Dans le dialogue pour la réconciliation,
l'Eglise s'engage aussi par les évêques, selon la
compétence et la responsabilité qui leur sont propres, soit
individuellement en dirigeant leurs Eglises particulières, soit
réunis dans leurs Conférences épiscopales, avec la
collaboration des prêtres et de tous les membres des communautés
chrétiennes. Ils accomplissent
fidèlement leur devoir quand ils promeuvent cet indispensable dialogue
et lorsqu'ils proclament les exigences humaines et chrétiennes de réconciliation
et de paix. En communion avec leurs Pasteurs, les laïcs, dont le «champ propre de
(l')activité évangélisatrice est le monde vaste et
compliqué de la politique, du social, de l'économie..., de la vie
internationale»(131), sont appelés à s'engager
directement dans le dialogue ou en faveur du dialogue pour la
réconciliation.

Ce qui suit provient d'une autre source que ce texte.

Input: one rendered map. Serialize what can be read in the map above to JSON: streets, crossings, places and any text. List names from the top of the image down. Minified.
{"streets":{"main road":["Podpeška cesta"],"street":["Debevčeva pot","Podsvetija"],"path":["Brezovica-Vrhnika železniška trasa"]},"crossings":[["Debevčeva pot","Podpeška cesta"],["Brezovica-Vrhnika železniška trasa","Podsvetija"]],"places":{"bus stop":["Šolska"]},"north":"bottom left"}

Par leur entremise, c'est encore l'Eglise qui accomplit
son action réconciliatrice.
La régénération des cœurs
par la conversion et la pénitence est donc le présupposé
fondamental et la base sûre de tout renouveau social durable et de la
paix entre les nations.
Il reste à rappeler que, de la part de
l'Eglise et de ses membres, le dialogue, sous quelque forme qu'il se
déroule - ces formes sont et peuvent être très diverses, si
bien que le concept de dialogue a une valeur analogique - , ne pourra jamais
partir d'une attitude d'indifférence envers la vérité,
mais il en sera plutôt une présentation faite sous un mode serein,
respectueux de l'intelligence et de la conscience des autres. Le dialogue de la
réconciliation ne pourra jamais remplacer ou atténuer l'annonce
de la vérité évangélique, qui a comme but
précis la conversion du pécheur et la communion avec le Christ et
avec l'Eglise, mais il devra servir à la transmission de cette
vérité et à sa réalisation à travers les
moyens laissés par le Christ à son Eglise pour la pastorale de la
réconciliation: la catéchèse et la pénitence.